Frana in val Badia, 146 le persone evacuate, ma in serata rientrano a casa

Sono state 56 le case temporaneamente abbandonate in località Longiarù: lo smottamento procedeva a cento metri all'ora, causato dalle piogge e dallo scioglimento della neve. Ma dopo la "deviazione" della colata, è rientrato l'allarme. In val Senales la provinciale 3 chiusa al traffico per caduta massi.

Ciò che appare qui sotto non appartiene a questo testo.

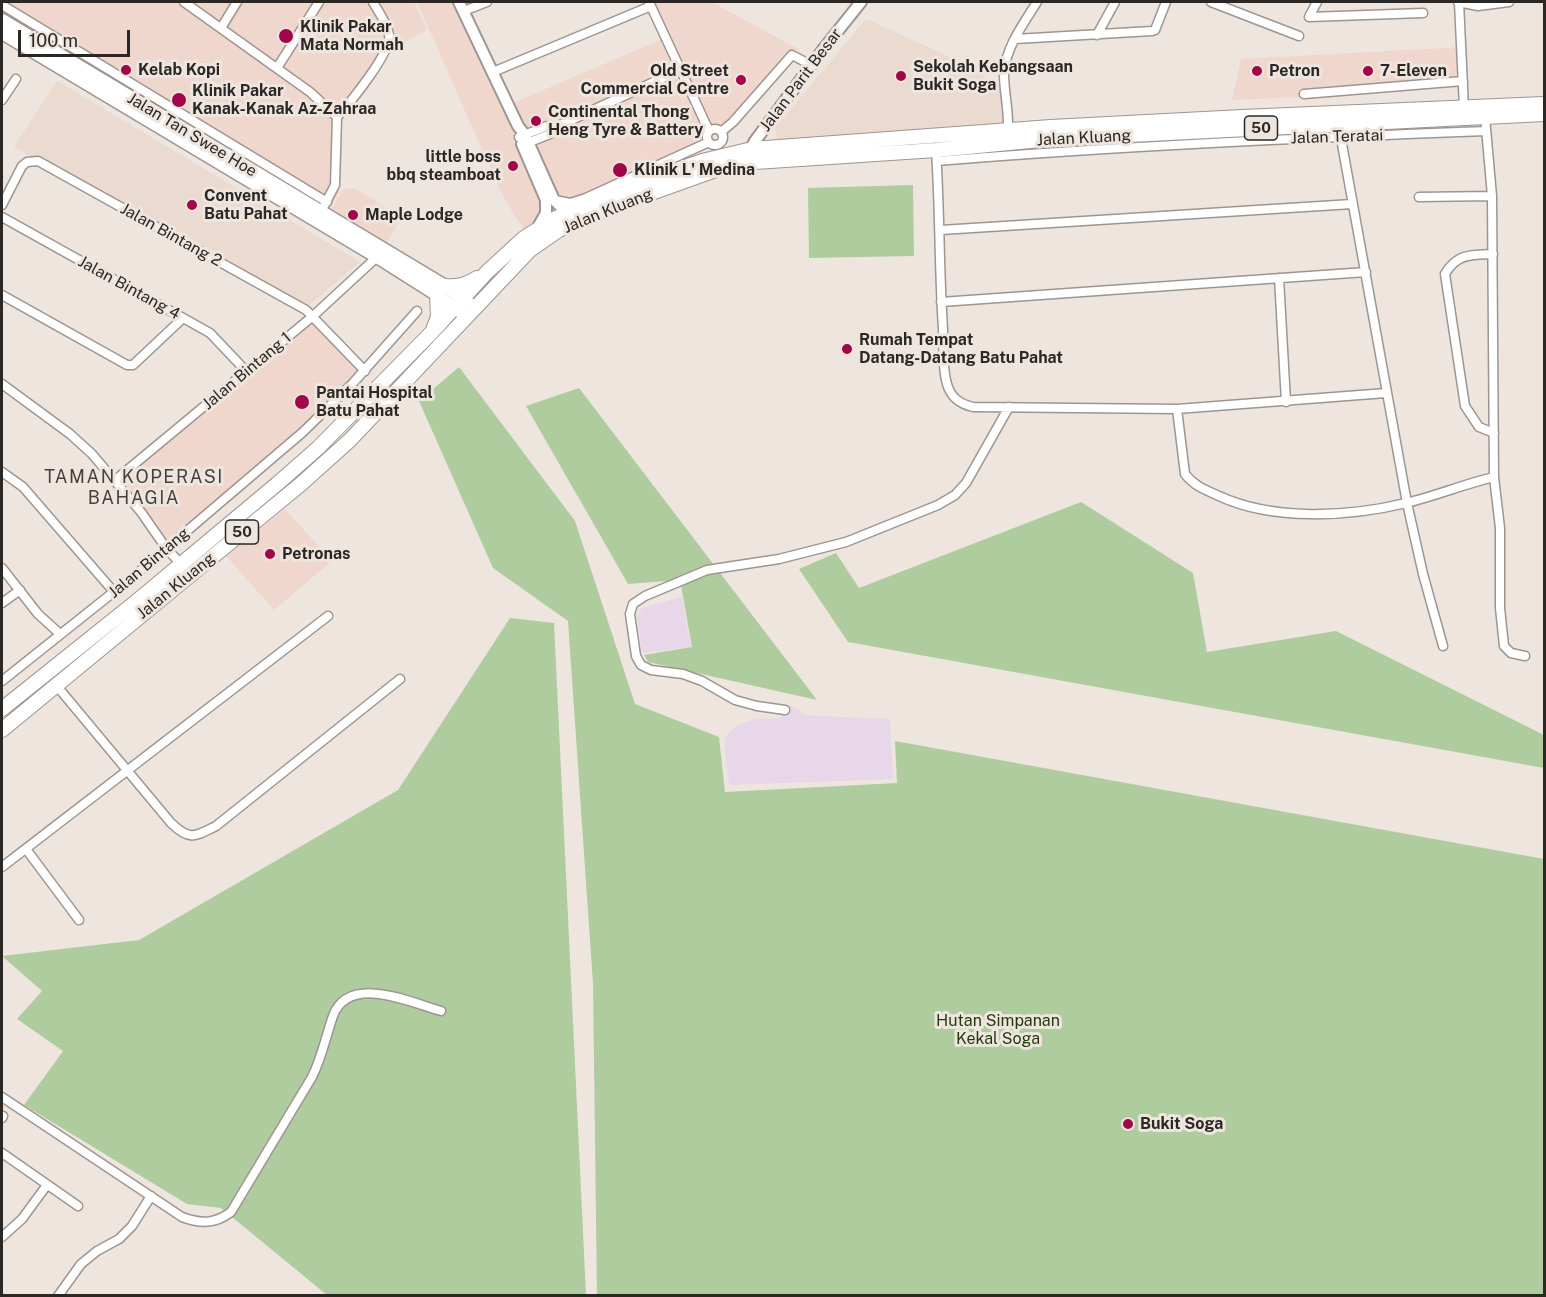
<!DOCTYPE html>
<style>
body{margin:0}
#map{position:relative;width:1546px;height:1297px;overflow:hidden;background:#eee5df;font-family:"Public Sans",sans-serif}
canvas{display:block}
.frame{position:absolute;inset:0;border:3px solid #2a2724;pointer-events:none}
.scale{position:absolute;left:18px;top:30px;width:112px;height:27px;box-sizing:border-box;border:3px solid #2a2724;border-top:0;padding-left:8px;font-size:18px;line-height:21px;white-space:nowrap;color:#2a2724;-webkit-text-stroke:4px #eee5df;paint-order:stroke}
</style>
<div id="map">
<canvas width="1546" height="1297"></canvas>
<div class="frame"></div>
<div class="scale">100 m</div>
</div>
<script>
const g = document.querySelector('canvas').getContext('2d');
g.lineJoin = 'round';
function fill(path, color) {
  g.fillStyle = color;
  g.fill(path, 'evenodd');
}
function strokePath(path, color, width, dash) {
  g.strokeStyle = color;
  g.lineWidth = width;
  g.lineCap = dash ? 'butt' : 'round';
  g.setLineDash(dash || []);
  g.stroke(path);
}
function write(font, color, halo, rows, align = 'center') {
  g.font = font + ' "Public Sans",sans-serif';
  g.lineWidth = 6;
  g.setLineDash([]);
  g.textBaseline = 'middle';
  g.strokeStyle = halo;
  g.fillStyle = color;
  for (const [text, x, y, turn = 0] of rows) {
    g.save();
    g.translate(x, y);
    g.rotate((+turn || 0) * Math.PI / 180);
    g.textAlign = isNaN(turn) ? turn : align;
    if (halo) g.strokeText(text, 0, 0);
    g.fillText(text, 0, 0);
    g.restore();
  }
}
const commercial = new Path2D(`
 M2,2h412l13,28 -36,19 -52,76v68l-12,21 -325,-196z
 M417,2h38l59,126 1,10 26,61 1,15 -16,17 -12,-16 -14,-25z
 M653,2h59l86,47 -56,72 -15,14 -14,-2z
 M667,37l38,95 -1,9 -118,54 -17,5 -11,-2 -45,-95z
 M1463,47l2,37 -162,13 -71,3 9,-41z
 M355,188l46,30 -15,27 -56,-33 13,-23z
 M313,312l56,58 -203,182 -28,-39 -27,-33z
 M285,509l47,52 -58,49 -48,-54z`);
const industrial = new Path2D(`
 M682,597l9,50 -49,6 -5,-37 5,-8z
 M786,704l11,4 6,7 87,4 3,60 -164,6 -5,-45 6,-9 11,-7 15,-5 24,-1z`);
const built = new Path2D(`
 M866,19l97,44 40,25v41l-224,16 -4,-17z
 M57,81l303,181 -52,44 -294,-159z`);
const green = new Path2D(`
 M913,185l1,71 -105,2 -1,-70z
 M459,367l116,154 60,183 84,33 6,55 172,-9 -2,-42 649,118v436h-947l-4,-311 -25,-363 -75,-53 -74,-167z
 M579,388l238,312 -169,-38 -4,-7 48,-8 -12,-67 -52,4 -102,-178z
 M1081,502l112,71 14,79 129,-21 208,104v33l-696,-126 -49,-73 37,-16 23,35z
 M510,618l44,5 32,672h-259l-106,-87 -34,-4 -163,-99 39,-54 -46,-32 25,-28 -40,-35 137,-16 259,-150z`);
const minor = new Path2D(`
 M184,2l126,90 27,25c12,-13 55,-65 52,-82 -1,-10 -11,-24 -16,-33
 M649,2l60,129
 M1211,2l88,34
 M1317,2l-8,15 114,-4
 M1458,2l20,4 31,-4
 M1459,2l5,106
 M2,5l325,197
 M464,11l23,-9
 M221,28l16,-26
 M1097,35l18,-33
 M1015,39l137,-8 3,-1 11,-28
 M277,68l42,-66
 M493,72l158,-66
 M1304,94l159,-13
 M2,100l14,-21
 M1485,117l7,79 2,281 6,51v80l4,38 7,7 14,3
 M707 137a8 8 0 1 1 16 0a8 8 0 1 1-16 0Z
 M1008,130c1,-19 -4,-38 -4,-56 1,-26 20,-51 33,-72
 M721,132l12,-10 59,-67 19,10
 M1340,133l67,370 16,71 20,72
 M519,137l28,-11 9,1
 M525,144l25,-10 6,-7 124,-57
 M936,150c4,60 3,120 7,179 1,18 -1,39 4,55 4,14 13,20 26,23l204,2 209,-16
 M937,161c183,-15 366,-23 549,-30
 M1419,197l73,-1
 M555,200l15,3 16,-5 123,-56
 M2,205l20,-39 5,-4 11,-1 268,149 59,61
 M324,206l11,-21 2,-68
 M2,217l208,116 36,38
 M941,230l411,-26
 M1493,254c-21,1 -36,-1 -48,20l20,132 14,21 15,6
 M1279,278l7,124
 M2,295l125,70h6l50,-47
 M941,302l425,-30
 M2,384l68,50 22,20 49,58 25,36 15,16
 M1177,409l8,65c9,12 21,16 34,22 54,25 130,21 187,7 30,-7 58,-19 88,-26
 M2,472l21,15 91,105
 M114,481l199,-165 64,-59
 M2,568l36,46 21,19
 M2,603l18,-13
 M2,681l138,-110 163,-139 50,-49 64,-72
 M56,685l115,138c19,18 23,14 45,3l184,-147
 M785,710l-28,-4 -22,-6 -33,-19 -19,-7 -32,-4 -10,-5 -5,-9 -6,-42 3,-10 12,-8 62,-26 72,-11 67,-17 92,-37 17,-10 11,-12 43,-76
 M26,849l53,71
 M2,867l326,-251
 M2,1097l180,120c18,7 33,7 49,-5l81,-135c10,-20 14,-41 21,-61 16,-43 79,-13 108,-5
 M2,1118l1,-2
 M2,1153l76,53
 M2,1237l20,-18 25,-34
 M58,1296l23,-32 16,-13 22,-12 13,-13 19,-30`);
const tertiary = new Path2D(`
 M459,2l59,124 7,9 29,65 6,6 13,4
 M522,144l24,56v13l-9,16
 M753,153l-1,-6 3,-6 70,-94 36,-45`);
const secondary = new Path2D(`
 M2,20l443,266 29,21
 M2,33l375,224 60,38 29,21`);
const trunk = new Path2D(`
 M445,286c13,1 21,-1 32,-8
 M434,327l4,-10 -1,-22
 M2,709l135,-108 140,-117 41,-36 114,-116 55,-60 37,-34 32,-20 103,-42 43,-15 50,-12 299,-22 191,-10 302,-13
 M2,730l299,-246 49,-44 180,-190 29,-20 31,-15 123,-44 22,-6 20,-3 181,-12 115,-11 493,-25`);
const markers = [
 [286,36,8,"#a00648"],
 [126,70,6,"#a00648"],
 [1257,71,6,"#a00648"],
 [1368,71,6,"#a00648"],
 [901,76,6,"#a00648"],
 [741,80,6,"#a00648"],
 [179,100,8,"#a00648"],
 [536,121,6,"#a00648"],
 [513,166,6,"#a00648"],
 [620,170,8,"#a00648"],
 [192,205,6,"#a00648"],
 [353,215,6,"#a00648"],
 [847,349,6,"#a00648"],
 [302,402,8,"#a00648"],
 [270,554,6,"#a00648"],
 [1128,1124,6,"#a00648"]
];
const shields = [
 [1261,128,33],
 [242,532,33]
];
const shieldNames = [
 ["50",1261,128],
 ["50",242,532]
];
const poiNames = [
 ["Klinik Pakar",300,27],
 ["Mata Normah",300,45],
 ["Sekolah Kebangsaan",913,67],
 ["Bukit Soga",913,85],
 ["Kelab Kopi",138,70],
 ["Old Street",729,71,"right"],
 ["Commercial Centre",729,89,"right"],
 ["Petron",1269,71],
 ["7-Eleven",1380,71],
 ["Klinik Pakar",192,91],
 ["Kanak-Kanak Az-Zahraa",192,109],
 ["Continental Thong",548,112],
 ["Heng Tyre & Battery",548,130],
 ["little boss",501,157,"right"],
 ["bbq steamboat",501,175,"right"],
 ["Klinik L' Medina",634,170],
 ["Convent",204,196],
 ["Batu Pahat",204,214],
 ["Maple Lodge",365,215],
 ["Rumah Tempat",859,340],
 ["Datang-Datang Batu Pahat",859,358],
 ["Pantai Hospital",316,393],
 ["Batu Pahat",316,411],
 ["Petronas",282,554],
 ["Bukit Soga",1140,1124]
];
const streetNames = [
 ["Jalan Parit Besar",801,80,-53],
 ["Jalan Tan Swee Hoe",192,135,31],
 ["Jalan Teratai",1337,137,-2],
 ["Jalan Kluang",1084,138,-3],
 ["Jalan Kluang",608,211,-22],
 ["Jalan Bintang 2",171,235,29],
 ["Jalan Bintang 4",129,288,29],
 ["Jalan Bintang 1",247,371,-40],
 ["Jalan Bintang",149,563,-40],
 ["Jalan Kluang",176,586,-39]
];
const parkNames = [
 ["Hutan Simpanan",998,1021],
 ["Kekal Soga",998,1039]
];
const neighbourhoodNames = [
 ["TAMAN KOPERASI",134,477],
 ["BAHAGIA",134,498]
];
fill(commercial, '#efd7cd');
fill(industrial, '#e7d7e9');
fill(built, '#eadacf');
fill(green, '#afcc9f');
strokePath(minor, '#9e9590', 11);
strokePath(tertiary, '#9e9590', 14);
strokePath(secondary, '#9e9590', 15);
strokePath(trunk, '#9e9590', 16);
strokePath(minor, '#fff', 8);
strokePath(tertiary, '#fff', 10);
strokePath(secondary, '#fff', 12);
strokePath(trunk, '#fff', 14);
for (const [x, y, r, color] of markers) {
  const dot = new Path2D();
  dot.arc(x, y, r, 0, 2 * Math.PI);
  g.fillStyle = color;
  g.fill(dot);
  strokePath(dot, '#eee5df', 2);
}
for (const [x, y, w] of shields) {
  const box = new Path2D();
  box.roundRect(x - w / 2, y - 12, w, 24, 4.5);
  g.fillStyle = '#eee5df';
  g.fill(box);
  strokePath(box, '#2a2724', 1.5);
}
write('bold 15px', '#2a2724', null, shieldNames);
write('bold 16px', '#2a2724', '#eee5df', poiNames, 'left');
write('16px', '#2a2724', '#eee5df', streetNames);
write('16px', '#1e3908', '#eee5df', parkNames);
g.letterSpacing = '1.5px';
write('18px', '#463f3a', '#eee5df', neighbourhoodNames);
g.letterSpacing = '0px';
</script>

BOLZANO. In val Badia proseguono senza sosta i lavori per limitare i danni della grande frana che da ieri pomeriggio sta interessando la località Longiarù. Il numero delle case evacuate era oggi salito a 56, mentre sono state 146 le persone che temporaneamente hanno dovuto lasciare casa.

 Dopo un volo di ricognizione - nel pomeriggio - è stata valutata positivamente la situazione a Campill, dove nella giornata di ieri una frana fangosa si era riversata sul torrente Seres. Il presidente della Provincia e assessore alla protezione civile Arno Kompatscher in giornata si è recato a Campill per verificare di persona la situazione nel Comune di San Martino in Badia. "Grazie all'impegno di tanti volontari e all'analisi dettagliata dei geologi della Provincia abbiamo dato il via libera al rientro nelle loro abitazioni delle 146 persone evacuate per motivi di sicurezza. Voglio ringraziare di cuore tutti i soccorritori per il servizio prestato, tra cui la Protezione civile, l'Ufficio Bacini Montani, il Servizio Strade, i Vigili del Fuoco volontari e tutti coloro che si sono attivati per ripristinare in tempi brevi la situazione di normalità nell'intera zona", ha detto il presidente Kompatscher.

"Gli operai dell'Ufficio Sistemazione Bacini montani stanno lavorando senza sosta per ripulire e mettere in sicurezza i potenziali punti di distacco nella zona della frana".

A sottolinearlo è il direttore dell'Ufficio Sistemazione bacini montani Est Sandro Gius, che ha aggiunto: "Stiamo lavorando per riportare il torrente Seres nel suo alveo originale". Nel frattempo, i vigili del fuoco continuano a pompare acqua e a sgomberare le cantine.

La situazione sta dunque gradualmente tornando alla normalità. Alle ore 19 è prevista una nuova riunione di aggiornamento da parte della Protezione civile.